According to a report from Chief Healthcare Executive, Kaiser will offer a minimum hourly rate of $21 to $23 for next year, with plans to increase to $23 to $25 in 2026. The Coalition is requesting a four-year contract that includes a 6.5 percent raise each year in the first two years, and a 5.75 percent raise each year in the final two years. Kaiser is reportedly only offering a 3 to 4 percent rage for each year of the four-year term, and that is dependent on the market. 

CVS as well as Walgreens have recently been effected by strikes as a result of worker dissatisfaction.

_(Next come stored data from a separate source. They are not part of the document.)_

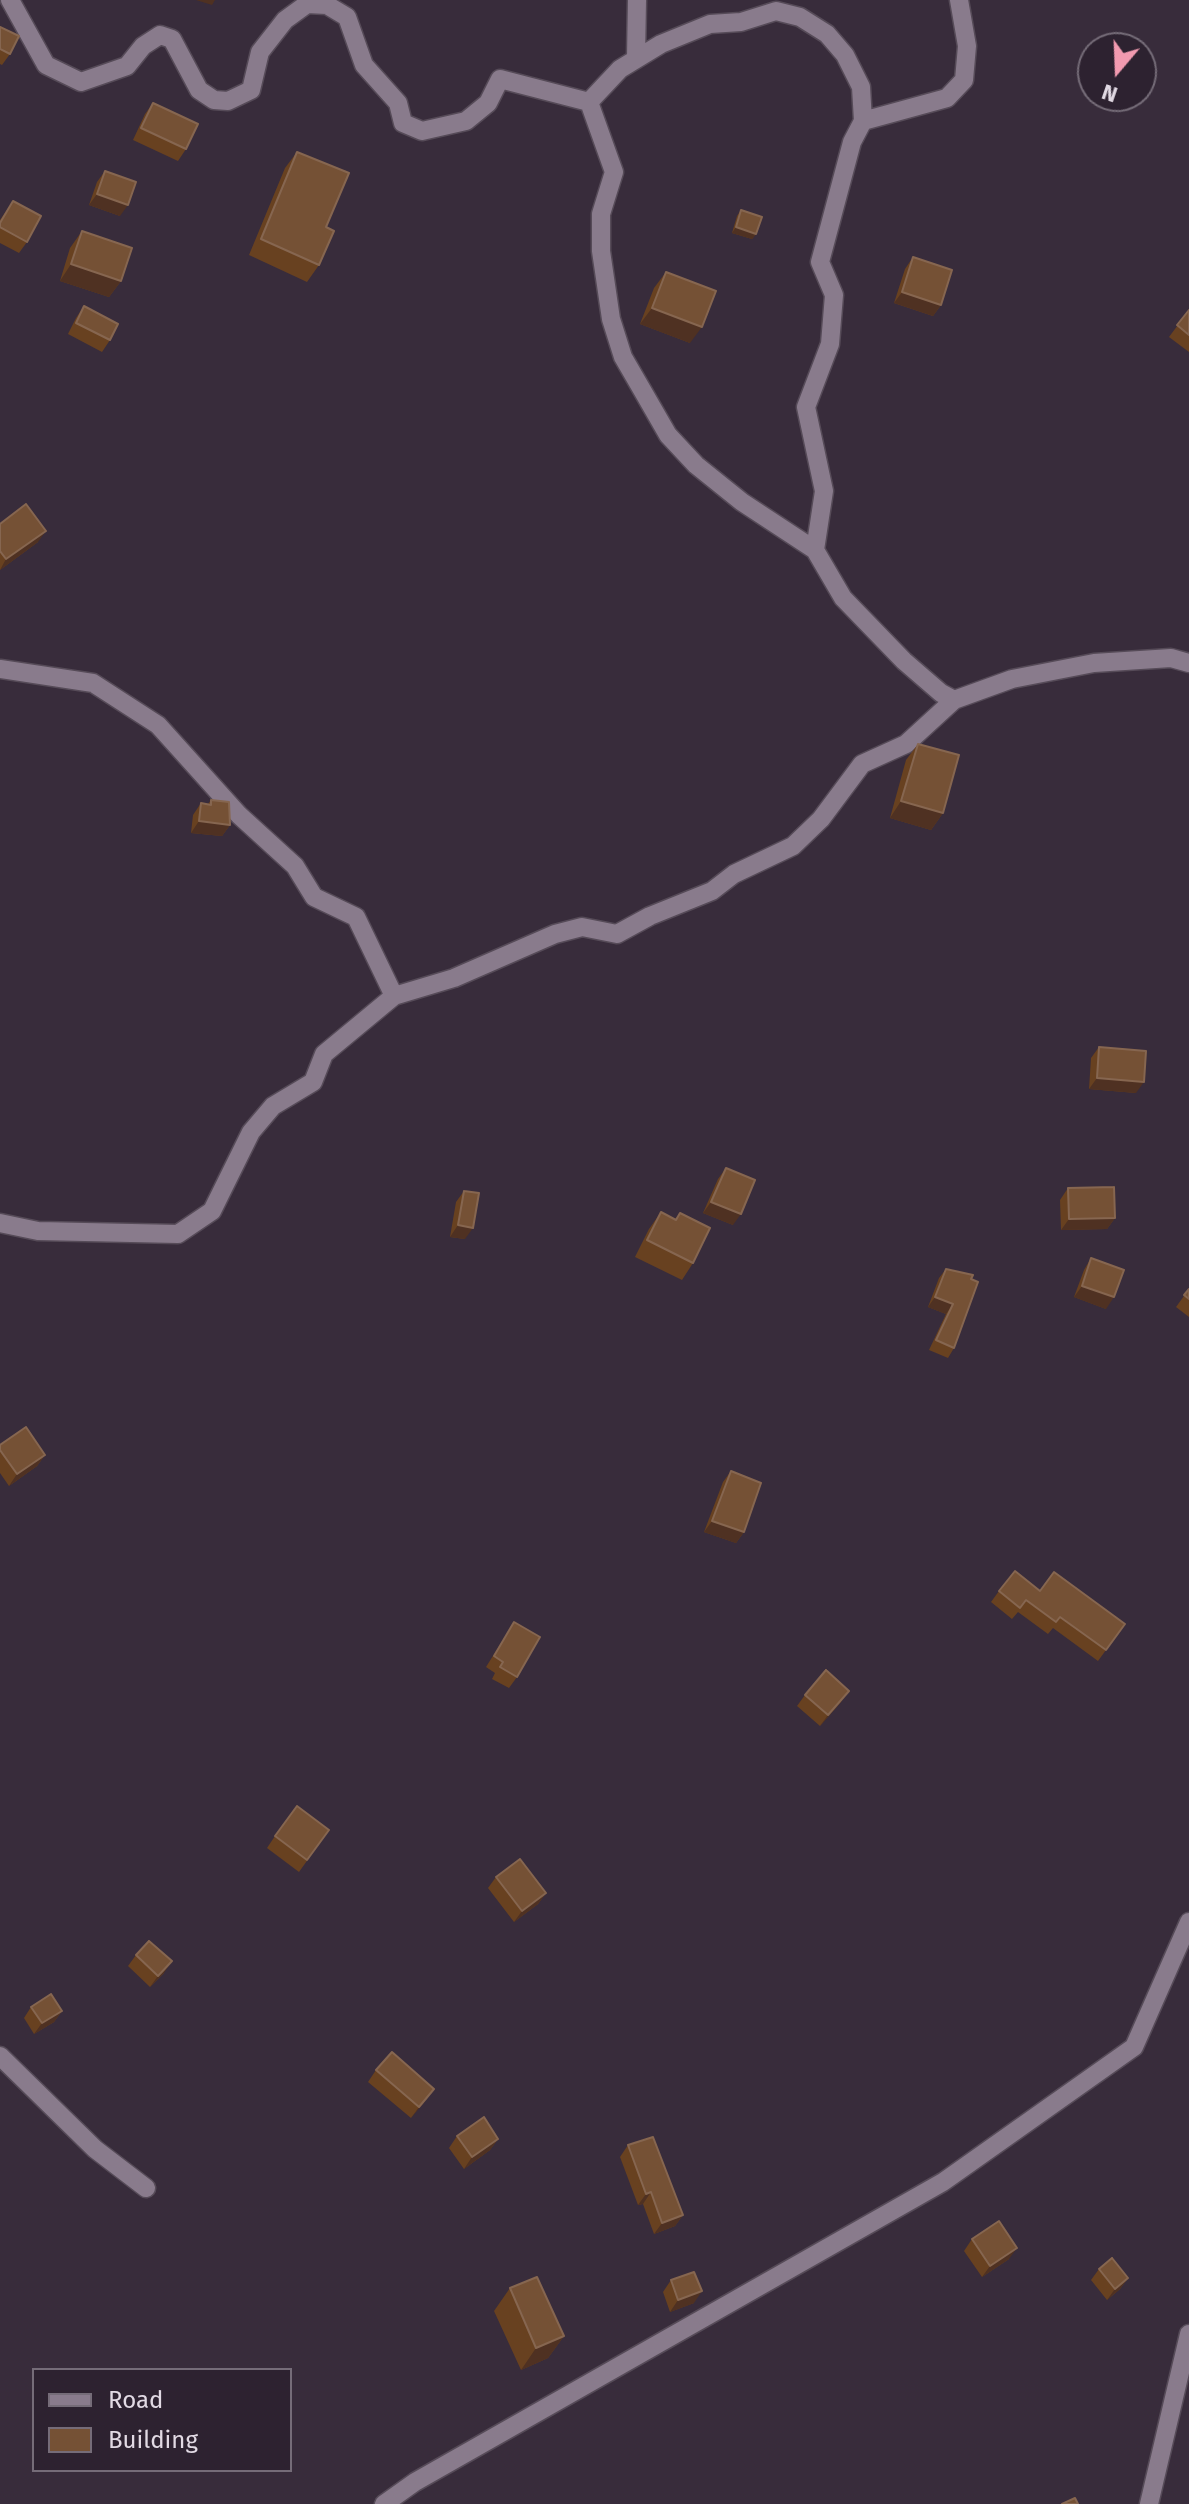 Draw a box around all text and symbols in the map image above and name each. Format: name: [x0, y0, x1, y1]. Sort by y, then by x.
north arrow: [1077, 32, 1157, 112]
text: N: [1098, 78, 1121, 108]
legend: [32, 2368, 292, 2472]
text: Road: [108, 2386, 163, 2414]
text: Building: [108, 2426, 198, 2454]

According to a recent report from News On 6, Walgreens workers have walked out due to being underpaid and overworked. Workers are essentially feeling the pressure between serving patients and the unrealistic demands of the job that can ultimately affect patient safety. Twenty-two CVS stores shut down in September when workers walked out citing the same issues. 

CNN has reported that both Walgreens and CVS have intentions to resolve the issues with their workers, and Walgreens has acknowledged that their employees are overworked. 

Given these recent worker strike reports, and considering the barriers that are currently facing multiple aspects of the healthcare industry, it is reasonable to expect there will be many more of these strikes and worker shortages to come if key issues are not addressed. Unlike most other industries, the liability and responsibility of even an entry-level position in healthcare carries an enormous risk, especially when paired with the level of pay.